WHAT NEEDS TO BE DONE >> The lines to repeat are those below from the one containing "Map reading. Convert" down to the one containing "Instruction: Serialize what", both included; reproduce them exactly and nothing else.

DATA TO EXAMINE >>
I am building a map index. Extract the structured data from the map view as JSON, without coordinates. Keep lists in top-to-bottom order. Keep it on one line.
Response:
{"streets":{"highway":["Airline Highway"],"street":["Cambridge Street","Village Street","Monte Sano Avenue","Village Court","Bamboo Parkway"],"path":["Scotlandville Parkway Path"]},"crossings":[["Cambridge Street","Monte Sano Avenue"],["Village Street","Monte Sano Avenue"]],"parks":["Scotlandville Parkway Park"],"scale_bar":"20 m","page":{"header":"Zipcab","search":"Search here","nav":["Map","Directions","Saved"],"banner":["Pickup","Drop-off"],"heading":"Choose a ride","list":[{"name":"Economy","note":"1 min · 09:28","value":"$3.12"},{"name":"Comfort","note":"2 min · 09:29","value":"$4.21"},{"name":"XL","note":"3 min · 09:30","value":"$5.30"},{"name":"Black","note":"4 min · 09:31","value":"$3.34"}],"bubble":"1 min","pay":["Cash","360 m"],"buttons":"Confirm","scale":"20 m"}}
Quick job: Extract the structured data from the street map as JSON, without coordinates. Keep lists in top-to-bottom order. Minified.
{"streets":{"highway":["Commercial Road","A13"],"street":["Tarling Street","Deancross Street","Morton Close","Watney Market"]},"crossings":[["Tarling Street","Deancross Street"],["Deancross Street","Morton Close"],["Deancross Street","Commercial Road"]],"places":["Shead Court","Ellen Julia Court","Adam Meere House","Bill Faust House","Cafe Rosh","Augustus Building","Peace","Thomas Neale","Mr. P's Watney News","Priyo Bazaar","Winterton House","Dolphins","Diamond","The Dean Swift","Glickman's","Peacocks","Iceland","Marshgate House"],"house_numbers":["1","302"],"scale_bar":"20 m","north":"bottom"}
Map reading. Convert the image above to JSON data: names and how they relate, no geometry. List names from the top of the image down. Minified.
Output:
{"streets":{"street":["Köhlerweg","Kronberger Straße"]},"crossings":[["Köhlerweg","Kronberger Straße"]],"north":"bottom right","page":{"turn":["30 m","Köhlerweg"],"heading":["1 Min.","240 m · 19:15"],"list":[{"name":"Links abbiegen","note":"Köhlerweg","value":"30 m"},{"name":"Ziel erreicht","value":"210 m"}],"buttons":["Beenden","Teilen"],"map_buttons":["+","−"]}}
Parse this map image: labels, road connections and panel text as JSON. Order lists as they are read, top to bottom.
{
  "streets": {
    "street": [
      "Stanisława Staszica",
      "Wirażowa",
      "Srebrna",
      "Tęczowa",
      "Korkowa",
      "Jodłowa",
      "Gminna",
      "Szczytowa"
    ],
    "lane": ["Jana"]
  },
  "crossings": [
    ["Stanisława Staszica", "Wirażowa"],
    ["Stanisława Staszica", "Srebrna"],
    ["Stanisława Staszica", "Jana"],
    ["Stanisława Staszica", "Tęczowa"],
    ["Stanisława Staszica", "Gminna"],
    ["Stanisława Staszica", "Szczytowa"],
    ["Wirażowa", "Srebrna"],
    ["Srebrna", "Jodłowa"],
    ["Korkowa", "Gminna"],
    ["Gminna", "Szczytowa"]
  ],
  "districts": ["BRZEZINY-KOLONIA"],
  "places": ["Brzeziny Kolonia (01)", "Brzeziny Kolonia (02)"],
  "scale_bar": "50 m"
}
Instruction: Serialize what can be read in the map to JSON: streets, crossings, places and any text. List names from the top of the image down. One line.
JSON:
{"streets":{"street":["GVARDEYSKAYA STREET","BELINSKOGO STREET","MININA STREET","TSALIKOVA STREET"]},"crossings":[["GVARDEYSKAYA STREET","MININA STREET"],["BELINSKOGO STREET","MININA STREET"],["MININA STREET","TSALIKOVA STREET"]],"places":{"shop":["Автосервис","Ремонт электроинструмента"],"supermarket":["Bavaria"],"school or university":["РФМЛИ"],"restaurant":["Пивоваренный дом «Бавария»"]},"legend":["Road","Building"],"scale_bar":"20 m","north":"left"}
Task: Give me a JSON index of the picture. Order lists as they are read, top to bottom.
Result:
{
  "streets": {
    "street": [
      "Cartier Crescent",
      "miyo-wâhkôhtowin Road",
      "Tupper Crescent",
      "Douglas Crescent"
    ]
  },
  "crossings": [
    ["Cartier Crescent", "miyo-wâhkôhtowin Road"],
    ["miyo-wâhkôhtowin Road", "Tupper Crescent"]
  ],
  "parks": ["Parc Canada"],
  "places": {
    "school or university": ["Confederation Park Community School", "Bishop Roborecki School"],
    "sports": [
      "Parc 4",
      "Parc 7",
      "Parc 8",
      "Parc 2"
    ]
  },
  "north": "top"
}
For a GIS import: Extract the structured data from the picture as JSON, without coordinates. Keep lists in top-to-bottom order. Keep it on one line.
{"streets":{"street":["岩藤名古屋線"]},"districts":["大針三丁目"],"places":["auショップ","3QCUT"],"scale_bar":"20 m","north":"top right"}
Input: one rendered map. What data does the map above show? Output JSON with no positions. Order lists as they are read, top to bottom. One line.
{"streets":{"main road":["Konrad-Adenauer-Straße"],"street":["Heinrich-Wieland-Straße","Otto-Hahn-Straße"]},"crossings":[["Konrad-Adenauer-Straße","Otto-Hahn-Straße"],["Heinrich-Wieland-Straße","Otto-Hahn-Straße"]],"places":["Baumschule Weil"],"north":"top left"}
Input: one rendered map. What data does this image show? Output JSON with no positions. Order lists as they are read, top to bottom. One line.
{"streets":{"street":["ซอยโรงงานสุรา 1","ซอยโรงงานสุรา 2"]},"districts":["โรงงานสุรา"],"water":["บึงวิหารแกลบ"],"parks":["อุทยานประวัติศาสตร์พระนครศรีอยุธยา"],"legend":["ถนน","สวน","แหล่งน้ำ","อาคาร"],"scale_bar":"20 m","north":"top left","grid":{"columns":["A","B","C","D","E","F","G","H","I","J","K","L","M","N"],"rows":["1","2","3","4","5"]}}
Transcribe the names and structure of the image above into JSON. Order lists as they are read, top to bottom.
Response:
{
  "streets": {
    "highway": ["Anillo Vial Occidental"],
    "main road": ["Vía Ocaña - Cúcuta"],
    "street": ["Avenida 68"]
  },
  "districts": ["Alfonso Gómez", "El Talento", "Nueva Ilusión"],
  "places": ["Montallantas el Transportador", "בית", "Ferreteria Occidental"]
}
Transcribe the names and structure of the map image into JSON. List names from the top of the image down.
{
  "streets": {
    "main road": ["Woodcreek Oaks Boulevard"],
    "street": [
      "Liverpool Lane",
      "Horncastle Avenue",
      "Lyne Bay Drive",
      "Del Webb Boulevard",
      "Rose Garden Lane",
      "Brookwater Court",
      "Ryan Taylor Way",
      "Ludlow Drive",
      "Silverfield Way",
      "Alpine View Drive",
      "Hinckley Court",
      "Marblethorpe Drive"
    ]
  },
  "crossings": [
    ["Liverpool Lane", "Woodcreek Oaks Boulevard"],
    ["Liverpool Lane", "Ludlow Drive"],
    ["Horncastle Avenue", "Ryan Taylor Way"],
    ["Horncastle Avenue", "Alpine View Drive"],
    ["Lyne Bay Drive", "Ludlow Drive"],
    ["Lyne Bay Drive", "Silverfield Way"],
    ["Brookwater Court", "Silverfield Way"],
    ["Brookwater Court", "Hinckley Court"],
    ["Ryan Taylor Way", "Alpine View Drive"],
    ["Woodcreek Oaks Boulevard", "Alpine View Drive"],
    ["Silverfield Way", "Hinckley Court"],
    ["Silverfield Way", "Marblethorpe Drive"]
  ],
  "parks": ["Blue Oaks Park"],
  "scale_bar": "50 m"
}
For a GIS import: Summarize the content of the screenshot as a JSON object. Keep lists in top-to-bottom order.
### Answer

YOUR SOLUTION >>
Map reading. Convert the image above to JSON data: names and how they relate, no geometry. List names from the top of the image down. Minified.
Output:
{"streets":{"street":["Köhlerweg","Kronberger Straße"]},"crossings":[["Köhlerweg","Kronberger Straße"]],"north":"bottom right","page":{"turn":["30 m","Köhlerweg"],"heading":["1 Min.","240 m · 19:15"],"list":[{"name":"Links abbiegen","note":"Köhlerweg","value":"30 m"},{"name":"Ziel erreicht","value":"210 m"}],"buttons":["Beenden","Teilen"],"map_buttons":["+","−"]}}
Parse this map image: labels, road connections and panel text as JSON. Order lists as they are read, top to bottom.
{
  "streets": {
    "street": [
      "Stanisława Staszica",
      "Wirażowa",
      "Srebrna",
      "Tęczowa",
      "Korkowa",
      "Jodłowa",
      "Gminna",
      "Szczytowa"
    ],
    "lane": ["Jana"]
  },
  "crossings": [
    ["Stanisława Staszica", "Wirażowa"],
    ["Stanisława Staszica", "Srebrna"],
    ["Stanisława Staszica", "Jana"],
    ["Stanisława Staszica", "Tęczowa"],
    ["Stanisława Staszica", "Gminna"],
    ["Stanisława Staszica", "Szczytowa"],
    ["Wirażowa", "Srebrna"],
    ["Srebrna", "Jodłowa"],
    ["Korkowa", "Gminna"],
    ["Gminna", "Szczytowa"]
  ],
  "districts": ["BRZEZINY-KOLONIA"],
  "places": ["Brzeziny Kolonia (01)", "Brzeziny Kolonia (02)"],
  "scale_bar": "50 m"
}
Instruction: Serialize what can be read in the map to JSON: streets, crossings, places and any text. List names from the top of the image down. One line.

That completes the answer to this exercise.